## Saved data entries
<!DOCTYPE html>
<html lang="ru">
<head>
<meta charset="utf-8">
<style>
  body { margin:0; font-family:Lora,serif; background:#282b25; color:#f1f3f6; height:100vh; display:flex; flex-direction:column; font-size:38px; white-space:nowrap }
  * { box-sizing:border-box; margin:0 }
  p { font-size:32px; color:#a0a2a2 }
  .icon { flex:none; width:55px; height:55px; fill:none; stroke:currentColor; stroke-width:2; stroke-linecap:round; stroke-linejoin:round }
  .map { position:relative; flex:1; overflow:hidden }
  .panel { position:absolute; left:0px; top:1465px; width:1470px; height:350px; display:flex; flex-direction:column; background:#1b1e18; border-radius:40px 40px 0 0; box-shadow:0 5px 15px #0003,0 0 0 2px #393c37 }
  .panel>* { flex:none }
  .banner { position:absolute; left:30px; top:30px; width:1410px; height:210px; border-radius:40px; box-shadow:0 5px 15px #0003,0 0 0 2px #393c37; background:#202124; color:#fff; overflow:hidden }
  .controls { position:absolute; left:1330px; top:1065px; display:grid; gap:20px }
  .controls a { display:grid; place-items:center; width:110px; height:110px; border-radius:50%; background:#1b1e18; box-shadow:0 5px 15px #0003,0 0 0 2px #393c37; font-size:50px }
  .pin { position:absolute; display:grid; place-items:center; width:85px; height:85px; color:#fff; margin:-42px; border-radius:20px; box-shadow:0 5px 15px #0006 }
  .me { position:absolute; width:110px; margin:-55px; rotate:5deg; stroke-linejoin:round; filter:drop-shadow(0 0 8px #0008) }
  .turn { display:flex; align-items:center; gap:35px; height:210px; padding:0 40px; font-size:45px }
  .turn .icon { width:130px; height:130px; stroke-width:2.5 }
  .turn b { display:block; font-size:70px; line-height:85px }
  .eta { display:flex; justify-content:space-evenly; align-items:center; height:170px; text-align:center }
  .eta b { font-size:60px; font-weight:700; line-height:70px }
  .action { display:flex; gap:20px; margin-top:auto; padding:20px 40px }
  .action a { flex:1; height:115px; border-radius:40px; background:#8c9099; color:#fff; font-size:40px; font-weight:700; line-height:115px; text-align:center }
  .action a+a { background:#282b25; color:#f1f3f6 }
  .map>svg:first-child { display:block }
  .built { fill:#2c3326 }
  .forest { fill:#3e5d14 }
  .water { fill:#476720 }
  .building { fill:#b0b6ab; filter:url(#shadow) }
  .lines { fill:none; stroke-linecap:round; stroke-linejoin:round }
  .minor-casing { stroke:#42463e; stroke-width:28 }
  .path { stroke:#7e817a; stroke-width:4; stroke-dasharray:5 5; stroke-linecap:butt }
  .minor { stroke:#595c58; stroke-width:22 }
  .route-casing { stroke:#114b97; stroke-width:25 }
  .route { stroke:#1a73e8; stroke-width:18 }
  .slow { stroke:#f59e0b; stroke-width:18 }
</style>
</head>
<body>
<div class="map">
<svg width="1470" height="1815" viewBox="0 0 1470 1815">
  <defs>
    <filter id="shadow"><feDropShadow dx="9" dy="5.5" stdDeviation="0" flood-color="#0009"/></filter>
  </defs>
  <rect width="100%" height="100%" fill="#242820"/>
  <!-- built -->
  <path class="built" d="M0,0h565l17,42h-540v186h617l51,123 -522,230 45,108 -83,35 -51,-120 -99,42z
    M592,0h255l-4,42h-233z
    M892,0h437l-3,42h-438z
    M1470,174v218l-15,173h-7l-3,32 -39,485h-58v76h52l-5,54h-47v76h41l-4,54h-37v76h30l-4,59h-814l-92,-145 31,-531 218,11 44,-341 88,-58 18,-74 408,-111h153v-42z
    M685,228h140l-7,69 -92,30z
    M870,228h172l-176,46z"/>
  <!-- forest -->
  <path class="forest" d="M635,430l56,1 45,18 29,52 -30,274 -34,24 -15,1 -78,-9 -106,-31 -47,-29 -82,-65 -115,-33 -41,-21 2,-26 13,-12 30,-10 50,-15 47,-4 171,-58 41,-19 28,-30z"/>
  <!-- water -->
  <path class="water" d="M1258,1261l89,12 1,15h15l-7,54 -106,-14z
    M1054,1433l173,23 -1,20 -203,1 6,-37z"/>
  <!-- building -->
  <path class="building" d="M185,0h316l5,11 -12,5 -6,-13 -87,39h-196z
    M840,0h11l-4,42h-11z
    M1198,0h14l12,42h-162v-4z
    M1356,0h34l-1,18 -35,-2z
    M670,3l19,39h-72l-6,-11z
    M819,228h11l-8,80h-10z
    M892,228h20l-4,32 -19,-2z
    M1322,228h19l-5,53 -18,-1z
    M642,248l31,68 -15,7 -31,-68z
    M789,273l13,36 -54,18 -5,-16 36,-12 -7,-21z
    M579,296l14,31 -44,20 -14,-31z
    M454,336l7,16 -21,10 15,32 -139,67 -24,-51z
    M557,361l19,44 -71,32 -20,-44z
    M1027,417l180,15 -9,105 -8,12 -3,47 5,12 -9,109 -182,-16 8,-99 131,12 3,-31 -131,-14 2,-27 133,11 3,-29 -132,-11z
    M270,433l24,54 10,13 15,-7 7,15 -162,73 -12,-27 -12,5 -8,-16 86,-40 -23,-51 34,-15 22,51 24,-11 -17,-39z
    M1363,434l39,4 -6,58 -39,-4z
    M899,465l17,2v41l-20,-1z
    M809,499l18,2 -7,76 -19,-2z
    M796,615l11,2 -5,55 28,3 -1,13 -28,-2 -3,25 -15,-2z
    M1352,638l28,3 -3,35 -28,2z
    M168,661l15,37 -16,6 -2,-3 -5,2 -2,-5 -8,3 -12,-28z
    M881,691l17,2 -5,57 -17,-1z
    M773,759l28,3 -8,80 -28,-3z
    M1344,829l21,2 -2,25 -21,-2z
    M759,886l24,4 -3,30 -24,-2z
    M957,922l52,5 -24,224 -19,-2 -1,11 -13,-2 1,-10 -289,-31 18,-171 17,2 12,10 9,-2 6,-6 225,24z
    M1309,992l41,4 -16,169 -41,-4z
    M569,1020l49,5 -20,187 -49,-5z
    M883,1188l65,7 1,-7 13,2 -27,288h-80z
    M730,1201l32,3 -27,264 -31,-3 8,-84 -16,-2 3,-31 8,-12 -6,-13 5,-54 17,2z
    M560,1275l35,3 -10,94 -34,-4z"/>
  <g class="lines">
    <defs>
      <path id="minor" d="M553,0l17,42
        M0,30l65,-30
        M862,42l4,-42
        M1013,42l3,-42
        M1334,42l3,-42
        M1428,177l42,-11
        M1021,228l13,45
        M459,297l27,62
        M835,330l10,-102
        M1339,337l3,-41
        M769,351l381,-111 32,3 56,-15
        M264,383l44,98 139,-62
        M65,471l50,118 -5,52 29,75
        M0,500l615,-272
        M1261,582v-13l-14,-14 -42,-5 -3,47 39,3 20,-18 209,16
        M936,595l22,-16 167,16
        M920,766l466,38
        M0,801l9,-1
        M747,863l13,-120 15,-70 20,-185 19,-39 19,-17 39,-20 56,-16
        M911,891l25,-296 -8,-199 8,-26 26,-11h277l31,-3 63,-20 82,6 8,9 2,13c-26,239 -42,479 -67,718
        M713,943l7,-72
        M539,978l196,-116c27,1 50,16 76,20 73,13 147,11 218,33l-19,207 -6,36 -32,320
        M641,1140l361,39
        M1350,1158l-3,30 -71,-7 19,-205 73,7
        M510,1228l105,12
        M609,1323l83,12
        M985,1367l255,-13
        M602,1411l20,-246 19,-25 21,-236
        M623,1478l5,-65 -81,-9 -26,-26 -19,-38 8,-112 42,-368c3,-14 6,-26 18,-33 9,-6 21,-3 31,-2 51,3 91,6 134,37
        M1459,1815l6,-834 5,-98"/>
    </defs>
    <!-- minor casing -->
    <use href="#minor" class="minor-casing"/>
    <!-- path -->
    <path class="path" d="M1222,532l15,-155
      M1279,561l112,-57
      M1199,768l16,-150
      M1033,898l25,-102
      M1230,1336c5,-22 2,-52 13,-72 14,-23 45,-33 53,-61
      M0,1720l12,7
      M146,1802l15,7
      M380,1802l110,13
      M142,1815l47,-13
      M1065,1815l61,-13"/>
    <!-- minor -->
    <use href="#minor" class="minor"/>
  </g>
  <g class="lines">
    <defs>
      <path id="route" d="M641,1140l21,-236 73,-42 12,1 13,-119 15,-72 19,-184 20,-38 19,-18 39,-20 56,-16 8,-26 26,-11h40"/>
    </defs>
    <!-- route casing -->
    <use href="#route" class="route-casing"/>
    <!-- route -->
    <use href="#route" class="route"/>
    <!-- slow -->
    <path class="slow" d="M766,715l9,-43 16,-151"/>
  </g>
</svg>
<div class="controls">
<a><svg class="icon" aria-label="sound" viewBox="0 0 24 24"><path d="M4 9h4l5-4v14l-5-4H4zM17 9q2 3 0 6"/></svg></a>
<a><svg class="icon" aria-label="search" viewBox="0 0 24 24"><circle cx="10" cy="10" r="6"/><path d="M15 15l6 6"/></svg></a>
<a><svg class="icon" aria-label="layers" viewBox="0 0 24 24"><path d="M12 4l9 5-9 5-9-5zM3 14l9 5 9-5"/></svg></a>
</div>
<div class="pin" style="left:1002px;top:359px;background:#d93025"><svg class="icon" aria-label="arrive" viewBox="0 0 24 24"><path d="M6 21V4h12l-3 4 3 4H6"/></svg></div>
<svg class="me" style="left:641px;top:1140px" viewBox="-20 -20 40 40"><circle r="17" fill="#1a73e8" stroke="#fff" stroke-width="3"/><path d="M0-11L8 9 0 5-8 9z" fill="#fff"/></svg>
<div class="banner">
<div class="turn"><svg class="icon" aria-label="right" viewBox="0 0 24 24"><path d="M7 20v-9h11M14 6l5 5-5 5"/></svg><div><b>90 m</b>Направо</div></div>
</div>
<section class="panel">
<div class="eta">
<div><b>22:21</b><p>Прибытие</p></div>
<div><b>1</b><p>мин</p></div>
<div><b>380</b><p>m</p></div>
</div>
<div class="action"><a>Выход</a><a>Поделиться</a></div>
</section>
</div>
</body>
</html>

## Assignment
Return the span of lines in the data above that opens at the line with "M883,1188l65,7 1,-7 13,2 -27,288h-80z" and closes at the line with "<!-- route -->", exactly, ends included, nothing else.

## Written response
    M883,1188l65,7 1,-7 13,2 -27,288h-80z
    M730,1201l32,3 -27,264 -31,-3 8,-84 -16,-2 3,-31 8,-12 -6,-13 5,-54 17,2z
    M560,1275l35,3 -10,94 -34,-4z"/>
  <g class="lines">
    <defs>
      <path id="minor" d="M553,0l17,42
        M0,30l65,-30
        M862,42l4,-42
        M1013,42l3,-42
        M1334,42l3,-42
        M1428,177l42,-11
        M1021,228l13,45
        M459,297l27,62
        M835,330l10,-102
        M1339,337l3,-41
        M769,351l381,-111 32,3 56,-15
        M264,383l44,98 139,-62
        M65,471l50,118 -5,52 29,75
        M0,500l615,-272
        M1261,582v-13l-14,-14 -42,-5 -3,47 39,3 20,-18 209,16
        M936,595l22,-16 167,16
        M920,766l466,38
        M0,801l9,-1
        M747,863l13,-120 15,-70 20,-185 19,-39 19,-17 39,-20 56,-16
        M911,891l25,-296 -8,-199 8,-26 26,-11h277l31,-3 63,-20 82,6 8,9 2,13c-26,239 -42,479 -67,718
        M713,943l7,-72
        M539,978l196,-116c27,1 50,16 76,20 73,13 147,11 218,33l-19,207 -6,36 -32,320
        M641,1140l361,39
        M1350,1158l-3,30 -71,-7 19,-205 73,7
        M510,1228l105,12
        M609,1323l83,12
        M985,1367l255,-13
        M602,1411l20,-246 19,-25 21,-236
        M623,1478l5,-65 -81,-9 -26,-26 -19,-38 8,-112 42,-368c3,-14 6,-26 18,-33 9,-6 21,-3 31,-2 51,3 91,6 134,37
        M1459,1815l6,-834 5,-98"/>
    </defs>
    <!-- minor casing -->
    <use href="#minor" class="minor-casing"/>
    <!-- path -->
    <path class="path" d="M1222,532l15,-155
      M1279,561l112,-57
      M1199,768l16,-150
      M1033,898l25,-102
      M1230,1336c5,-22 2,-52 13,-72 14,-23 45,-33 53,-61
      M0,1720l12,7
      M146,1802l15,7
      M380,1802l110,13
      M142,1815l47,-13
      M1065,1815l61,-13"/>
    <!-- minor -->
    <use href="#minor" class="minor"/>
  </g>
  <g class="lines">
    <defs>
      <path id="route" d="M641,1140l21,-236 73,-42 12,1 13,-119 15,-72 19,-184 20,-38 19,-18 39,-20 56,-16 8,-26 26,-11h40"/>
    </defs>
    <!-- route casing -->
    <use href="#route" class="route-casing"/>
    <!-- route -->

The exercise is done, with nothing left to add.